Could you retype, exactly as written, every line from the top of the records through the line that contains "display:block; font-size:42px; line-height:51px"?
* * * * *
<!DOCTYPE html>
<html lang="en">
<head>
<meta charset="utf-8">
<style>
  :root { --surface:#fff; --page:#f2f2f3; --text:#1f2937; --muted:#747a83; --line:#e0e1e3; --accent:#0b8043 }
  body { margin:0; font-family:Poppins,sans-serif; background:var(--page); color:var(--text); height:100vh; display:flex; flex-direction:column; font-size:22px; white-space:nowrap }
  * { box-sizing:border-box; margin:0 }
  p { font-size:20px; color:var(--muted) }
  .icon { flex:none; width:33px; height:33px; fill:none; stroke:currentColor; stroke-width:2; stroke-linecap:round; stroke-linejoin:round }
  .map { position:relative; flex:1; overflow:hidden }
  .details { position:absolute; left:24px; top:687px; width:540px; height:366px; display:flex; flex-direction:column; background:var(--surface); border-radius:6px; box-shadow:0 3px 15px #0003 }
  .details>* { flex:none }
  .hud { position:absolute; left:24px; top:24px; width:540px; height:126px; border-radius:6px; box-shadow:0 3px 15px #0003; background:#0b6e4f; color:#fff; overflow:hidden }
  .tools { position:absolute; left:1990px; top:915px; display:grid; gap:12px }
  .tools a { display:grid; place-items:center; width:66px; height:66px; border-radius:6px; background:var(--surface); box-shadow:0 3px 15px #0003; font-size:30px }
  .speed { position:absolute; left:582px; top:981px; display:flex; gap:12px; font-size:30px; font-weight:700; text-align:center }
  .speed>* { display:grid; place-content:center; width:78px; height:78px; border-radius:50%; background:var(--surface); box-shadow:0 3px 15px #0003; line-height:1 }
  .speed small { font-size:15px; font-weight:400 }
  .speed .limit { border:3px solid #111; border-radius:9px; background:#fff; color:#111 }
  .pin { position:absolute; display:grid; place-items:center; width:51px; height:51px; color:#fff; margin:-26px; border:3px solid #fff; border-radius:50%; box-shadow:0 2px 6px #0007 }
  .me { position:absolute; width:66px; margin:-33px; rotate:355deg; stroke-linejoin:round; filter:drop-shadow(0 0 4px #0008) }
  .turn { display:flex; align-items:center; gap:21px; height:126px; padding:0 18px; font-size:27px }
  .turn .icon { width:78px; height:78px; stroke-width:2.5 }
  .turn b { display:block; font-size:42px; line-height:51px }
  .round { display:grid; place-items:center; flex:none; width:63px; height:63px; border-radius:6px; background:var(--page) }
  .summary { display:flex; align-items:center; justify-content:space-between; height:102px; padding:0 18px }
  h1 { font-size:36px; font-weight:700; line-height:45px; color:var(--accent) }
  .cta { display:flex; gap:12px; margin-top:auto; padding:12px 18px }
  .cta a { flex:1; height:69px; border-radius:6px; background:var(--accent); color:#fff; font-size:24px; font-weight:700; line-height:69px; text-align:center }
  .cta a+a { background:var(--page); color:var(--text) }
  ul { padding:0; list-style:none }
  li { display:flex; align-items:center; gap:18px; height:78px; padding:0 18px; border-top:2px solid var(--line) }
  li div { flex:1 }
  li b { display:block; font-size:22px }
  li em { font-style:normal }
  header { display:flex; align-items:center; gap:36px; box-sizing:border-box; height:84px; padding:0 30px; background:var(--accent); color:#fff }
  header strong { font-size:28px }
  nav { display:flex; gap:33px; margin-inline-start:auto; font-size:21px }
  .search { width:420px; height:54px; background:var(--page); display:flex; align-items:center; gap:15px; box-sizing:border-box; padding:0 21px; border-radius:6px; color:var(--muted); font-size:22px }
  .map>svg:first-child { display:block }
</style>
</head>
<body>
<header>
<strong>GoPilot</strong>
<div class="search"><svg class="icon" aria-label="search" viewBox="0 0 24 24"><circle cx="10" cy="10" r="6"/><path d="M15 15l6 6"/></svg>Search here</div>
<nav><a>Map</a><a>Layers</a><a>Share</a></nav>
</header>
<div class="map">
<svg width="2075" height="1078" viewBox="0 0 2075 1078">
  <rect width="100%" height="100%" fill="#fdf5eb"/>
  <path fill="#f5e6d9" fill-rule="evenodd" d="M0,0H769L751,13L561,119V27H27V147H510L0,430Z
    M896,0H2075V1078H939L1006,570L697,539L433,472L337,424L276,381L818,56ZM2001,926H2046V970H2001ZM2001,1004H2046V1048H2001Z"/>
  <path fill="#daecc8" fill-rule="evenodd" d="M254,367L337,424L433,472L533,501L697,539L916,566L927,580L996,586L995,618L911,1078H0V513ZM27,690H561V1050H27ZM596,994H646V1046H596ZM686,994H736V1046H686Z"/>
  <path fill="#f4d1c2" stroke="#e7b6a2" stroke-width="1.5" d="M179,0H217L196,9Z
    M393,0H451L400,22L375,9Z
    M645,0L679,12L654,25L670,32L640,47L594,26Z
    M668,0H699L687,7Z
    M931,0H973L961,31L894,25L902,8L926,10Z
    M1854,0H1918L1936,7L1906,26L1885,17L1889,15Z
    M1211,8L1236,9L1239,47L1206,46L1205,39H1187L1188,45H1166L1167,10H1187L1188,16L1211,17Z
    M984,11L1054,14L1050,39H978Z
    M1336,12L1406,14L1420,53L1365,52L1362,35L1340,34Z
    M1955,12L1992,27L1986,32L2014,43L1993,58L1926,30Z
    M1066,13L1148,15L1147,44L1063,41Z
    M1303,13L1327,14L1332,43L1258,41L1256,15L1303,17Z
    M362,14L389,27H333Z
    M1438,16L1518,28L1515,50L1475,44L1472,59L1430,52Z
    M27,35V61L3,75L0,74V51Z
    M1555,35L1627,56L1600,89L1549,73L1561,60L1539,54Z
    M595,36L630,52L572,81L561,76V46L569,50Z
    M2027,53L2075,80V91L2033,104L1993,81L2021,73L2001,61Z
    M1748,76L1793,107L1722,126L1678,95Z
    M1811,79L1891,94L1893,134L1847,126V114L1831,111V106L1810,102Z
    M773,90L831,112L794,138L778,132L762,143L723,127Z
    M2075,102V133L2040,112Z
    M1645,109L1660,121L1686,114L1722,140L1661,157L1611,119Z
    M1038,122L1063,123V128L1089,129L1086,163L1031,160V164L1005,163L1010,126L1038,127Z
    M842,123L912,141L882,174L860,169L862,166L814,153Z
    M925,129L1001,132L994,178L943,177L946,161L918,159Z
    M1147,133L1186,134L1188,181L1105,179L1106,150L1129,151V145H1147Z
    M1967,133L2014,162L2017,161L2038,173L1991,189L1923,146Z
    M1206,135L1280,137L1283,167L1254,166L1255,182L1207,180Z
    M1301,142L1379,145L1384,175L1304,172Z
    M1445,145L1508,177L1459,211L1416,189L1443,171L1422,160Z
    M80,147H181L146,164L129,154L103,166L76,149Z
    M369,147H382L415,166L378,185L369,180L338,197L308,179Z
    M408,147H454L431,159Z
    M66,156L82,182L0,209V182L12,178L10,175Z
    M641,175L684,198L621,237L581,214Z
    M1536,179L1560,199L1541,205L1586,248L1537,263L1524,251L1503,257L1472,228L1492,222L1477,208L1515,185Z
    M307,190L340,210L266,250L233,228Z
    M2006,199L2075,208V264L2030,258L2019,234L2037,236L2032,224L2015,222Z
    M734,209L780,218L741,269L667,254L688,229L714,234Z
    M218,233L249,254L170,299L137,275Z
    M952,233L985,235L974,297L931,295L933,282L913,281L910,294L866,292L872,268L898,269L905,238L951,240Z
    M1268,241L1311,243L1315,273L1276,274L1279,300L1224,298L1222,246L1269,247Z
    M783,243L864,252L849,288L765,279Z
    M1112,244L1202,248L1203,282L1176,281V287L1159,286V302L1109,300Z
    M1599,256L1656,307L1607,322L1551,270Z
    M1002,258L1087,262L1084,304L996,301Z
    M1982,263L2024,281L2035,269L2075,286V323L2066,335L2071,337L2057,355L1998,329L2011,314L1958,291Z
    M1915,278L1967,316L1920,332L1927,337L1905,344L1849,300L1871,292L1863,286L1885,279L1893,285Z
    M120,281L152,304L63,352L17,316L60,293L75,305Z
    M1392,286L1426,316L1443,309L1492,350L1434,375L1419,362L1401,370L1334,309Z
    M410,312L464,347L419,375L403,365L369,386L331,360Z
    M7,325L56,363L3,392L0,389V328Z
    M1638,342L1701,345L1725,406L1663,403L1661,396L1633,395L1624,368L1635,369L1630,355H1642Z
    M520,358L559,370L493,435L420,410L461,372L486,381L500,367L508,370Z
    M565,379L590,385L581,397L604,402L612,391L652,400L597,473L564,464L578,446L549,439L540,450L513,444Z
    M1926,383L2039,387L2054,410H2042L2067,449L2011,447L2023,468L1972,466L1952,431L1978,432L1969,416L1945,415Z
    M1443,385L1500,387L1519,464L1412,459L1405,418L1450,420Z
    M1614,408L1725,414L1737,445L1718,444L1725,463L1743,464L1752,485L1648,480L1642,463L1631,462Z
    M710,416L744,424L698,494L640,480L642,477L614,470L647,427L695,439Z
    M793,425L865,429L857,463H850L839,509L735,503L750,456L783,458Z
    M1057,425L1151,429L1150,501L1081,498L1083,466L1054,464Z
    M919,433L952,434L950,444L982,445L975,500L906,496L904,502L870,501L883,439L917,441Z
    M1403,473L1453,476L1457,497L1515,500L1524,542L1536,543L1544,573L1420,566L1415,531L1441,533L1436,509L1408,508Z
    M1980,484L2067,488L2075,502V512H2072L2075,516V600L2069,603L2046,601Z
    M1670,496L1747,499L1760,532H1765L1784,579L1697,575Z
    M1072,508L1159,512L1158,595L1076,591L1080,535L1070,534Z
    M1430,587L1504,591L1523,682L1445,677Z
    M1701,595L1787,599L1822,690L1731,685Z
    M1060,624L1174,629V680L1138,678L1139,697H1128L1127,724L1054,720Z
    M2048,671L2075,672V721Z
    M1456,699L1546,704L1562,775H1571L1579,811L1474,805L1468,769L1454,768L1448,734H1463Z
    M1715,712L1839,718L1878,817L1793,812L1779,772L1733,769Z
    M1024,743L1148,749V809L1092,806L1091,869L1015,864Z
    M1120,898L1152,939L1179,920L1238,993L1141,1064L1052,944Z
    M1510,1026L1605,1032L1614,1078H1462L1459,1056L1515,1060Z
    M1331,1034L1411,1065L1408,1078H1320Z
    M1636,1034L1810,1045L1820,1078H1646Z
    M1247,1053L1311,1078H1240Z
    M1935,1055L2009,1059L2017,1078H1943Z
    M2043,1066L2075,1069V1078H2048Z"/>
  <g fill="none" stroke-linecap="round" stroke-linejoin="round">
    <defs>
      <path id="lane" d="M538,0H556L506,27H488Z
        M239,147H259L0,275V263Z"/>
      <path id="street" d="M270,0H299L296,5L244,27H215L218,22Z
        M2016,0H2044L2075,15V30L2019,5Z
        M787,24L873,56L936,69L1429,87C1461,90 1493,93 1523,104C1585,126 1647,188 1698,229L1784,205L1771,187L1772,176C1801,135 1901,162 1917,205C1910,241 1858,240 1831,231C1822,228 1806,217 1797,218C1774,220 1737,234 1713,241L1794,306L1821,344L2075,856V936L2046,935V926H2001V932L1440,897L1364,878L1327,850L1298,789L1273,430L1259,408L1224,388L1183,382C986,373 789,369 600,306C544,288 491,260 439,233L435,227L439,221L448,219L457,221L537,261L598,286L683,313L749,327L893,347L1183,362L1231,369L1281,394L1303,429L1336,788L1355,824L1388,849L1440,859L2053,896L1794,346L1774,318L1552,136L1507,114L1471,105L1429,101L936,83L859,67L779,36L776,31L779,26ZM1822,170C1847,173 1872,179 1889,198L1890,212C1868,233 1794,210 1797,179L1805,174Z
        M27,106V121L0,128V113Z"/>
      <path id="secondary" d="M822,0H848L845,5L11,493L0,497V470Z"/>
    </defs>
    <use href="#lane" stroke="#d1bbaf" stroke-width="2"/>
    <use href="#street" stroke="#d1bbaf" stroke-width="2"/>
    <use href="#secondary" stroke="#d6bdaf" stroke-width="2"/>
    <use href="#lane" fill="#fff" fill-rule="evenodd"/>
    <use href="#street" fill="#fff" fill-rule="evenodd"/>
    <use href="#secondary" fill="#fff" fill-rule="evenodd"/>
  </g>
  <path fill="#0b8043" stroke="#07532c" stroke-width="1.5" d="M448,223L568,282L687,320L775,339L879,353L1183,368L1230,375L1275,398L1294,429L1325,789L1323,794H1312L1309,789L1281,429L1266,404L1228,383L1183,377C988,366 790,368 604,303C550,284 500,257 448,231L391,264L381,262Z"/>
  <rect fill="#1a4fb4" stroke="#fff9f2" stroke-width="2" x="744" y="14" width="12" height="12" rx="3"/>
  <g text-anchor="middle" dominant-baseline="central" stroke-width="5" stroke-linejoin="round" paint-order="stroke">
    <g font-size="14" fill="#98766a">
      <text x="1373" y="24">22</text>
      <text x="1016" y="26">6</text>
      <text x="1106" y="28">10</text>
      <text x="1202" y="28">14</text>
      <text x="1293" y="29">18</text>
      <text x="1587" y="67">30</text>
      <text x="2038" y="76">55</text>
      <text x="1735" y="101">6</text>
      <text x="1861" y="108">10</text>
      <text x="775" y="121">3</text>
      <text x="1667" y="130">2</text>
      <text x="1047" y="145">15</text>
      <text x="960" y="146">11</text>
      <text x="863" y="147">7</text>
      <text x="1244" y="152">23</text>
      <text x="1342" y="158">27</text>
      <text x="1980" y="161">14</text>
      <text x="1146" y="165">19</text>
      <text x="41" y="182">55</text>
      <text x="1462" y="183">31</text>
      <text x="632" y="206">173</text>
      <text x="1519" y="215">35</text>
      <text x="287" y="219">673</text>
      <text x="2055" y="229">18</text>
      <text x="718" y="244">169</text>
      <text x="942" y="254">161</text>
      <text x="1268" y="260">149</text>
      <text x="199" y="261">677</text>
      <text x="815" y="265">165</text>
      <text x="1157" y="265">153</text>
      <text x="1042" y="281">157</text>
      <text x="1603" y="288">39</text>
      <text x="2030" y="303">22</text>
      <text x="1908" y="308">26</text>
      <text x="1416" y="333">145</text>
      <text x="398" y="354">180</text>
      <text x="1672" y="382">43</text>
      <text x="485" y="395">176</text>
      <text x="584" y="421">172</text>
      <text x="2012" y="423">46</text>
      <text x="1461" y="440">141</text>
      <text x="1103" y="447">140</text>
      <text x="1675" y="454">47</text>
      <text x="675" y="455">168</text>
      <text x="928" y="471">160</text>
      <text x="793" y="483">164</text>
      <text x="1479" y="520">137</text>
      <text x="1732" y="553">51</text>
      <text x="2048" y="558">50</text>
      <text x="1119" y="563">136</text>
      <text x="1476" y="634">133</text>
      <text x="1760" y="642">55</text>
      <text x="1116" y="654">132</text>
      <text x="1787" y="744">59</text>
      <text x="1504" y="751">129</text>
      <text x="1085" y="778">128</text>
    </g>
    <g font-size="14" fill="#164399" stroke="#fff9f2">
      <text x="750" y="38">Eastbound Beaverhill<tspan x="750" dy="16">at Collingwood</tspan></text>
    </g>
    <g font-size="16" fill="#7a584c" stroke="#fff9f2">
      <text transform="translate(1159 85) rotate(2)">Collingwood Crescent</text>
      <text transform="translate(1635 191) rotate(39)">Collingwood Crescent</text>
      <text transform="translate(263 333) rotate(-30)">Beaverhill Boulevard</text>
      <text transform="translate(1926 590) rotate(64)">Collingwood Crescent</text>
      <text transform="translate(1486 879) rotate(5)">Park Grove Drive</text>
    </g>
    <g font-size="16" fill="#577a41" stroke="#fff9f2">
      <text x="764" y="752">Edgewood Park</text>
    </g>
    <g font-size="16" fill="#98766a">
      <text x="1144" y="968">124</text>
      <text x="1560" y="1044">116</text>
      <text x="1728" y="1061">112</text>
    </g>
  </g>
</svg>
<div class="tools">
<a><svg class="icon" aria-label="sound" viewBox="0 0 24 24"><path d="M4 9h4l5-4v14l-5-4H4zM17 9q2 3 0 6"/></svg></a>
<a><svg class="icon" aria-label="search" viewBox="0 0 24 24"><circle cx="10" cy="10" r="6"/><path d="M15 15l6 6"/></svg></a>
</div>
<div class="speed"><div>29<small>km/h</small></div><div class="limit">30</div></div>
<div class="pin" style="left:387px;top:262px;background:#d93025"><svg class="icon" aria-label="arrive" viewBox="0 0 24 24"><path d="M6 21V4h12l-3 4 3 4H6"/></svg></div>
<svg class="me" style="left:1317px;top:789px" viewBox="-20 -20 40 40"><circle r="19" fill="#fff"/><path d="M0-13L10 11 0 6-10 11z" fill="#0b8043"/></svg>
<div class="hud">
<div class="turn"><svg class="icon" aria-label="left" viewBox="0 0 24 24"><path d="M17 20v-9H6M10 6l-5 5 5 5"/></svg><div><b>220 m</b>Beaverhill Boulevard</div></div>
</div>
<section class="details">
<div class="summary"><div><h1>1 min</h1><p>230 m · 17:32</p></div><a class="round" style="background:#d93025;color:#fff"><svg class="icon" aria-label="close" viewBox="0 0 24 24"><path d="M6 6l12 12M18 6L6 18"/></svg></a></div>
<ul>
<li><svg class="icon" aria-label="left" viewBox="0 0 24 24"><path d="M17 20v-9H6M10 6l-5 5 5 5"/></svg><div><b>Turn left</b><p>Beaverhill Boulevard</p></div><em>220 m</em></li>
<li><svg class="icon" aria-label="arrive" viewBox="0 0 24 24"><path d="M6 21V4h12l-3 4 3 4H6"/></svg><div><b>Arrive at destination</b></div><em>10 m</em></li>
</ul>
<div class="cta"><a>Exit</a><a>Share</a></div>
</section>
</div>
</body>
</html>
* * * * *
◆ Expected answer
<!DOCTYPE html>
<html lang="en">
<head>
<meta charset="utf-8">
<style>
  :root { --surface:#fff; --page:#f2f2f3; --text:#1f2937; --muted:#747a83; --line:#e0e1e3; --accent:#0b8043 }
  body { margin:0; font-family:Poppins,sans-serif; background:var(--page); color:var(--text); height:100vh; display:flex; flex-direction:column; font-size:22px; white-space:nowrap }
  * { box-sizing:border-box; margin:0 }
  p { font-size:20px; color:var(--muted) }
  .icon { flex:none; width:33px; height:33px; fill:none; stroke:currentColor; stroke-width:2; stroke-linecap:round; stroke-linejoin:round }
  .map { position:relative; flex:1; overflow:hidden }
  .details { position:absolute; left:24px; top:687px; width:540px; height:366px; display:flex; flex-direction:column; background:var(--surface); border-radius:6px; box-shadow:0 3px 15px #0003 }
  .details>* { flex:none }
  .hud { position:absolute; left:24px; top:24px; width:540px; height:126px; border-radius:6px; box-shadow:0 3px 15px #0003; background:#0b6e4f; color:#fff; overflow:hidden }
  .tools { position:absolute; left:1990px; top:915px; display:grid; gap:12px }
  .tools a { display:grid; place-items:center; width:66px; height:66px; border-radius:6px; background:var(--surface); box-shadow:0 3px 15px #0003; font-size:30px }
  .speed { position:absolute; left:582px; top:981px; display:flex; gap:12px; font-size:30px; font-weight:700; text-align:center }
  .speed>* { display:grid; place-content:center; width:78px; height:78px; border-radius:50%; background:var(--surface); box-shadow:0 3px 15px #0003; line-height:1 }
  .speed small { font-size:15px; font-weight:400 }
  .speed .limit { border:3px solid #111; border-radius:9px; background:#fff; color:#111 }
  .pin { position:absolute; display:grid; place-items:center; width:51px; height:51px; color:#fff; margin:-26px; border:3px solid #fff; border-radius:50%; box-shadow:0 2px 6px #0007 }
  .me { position:absolute; width:66px; margin:-33px; rotate:355deg; stroke-linejoin:round; filter:drop-shadow(0 0 4px #0008) }
  .turn { display:flex; align-items:center; gap:21px; height:126px; padding:0 18px; font-size:27px }
  .turn .icon { width:78px; height:78px; stroke-width:2.5 }
  .turn b { display:block; font-size:42px; line-height:51px }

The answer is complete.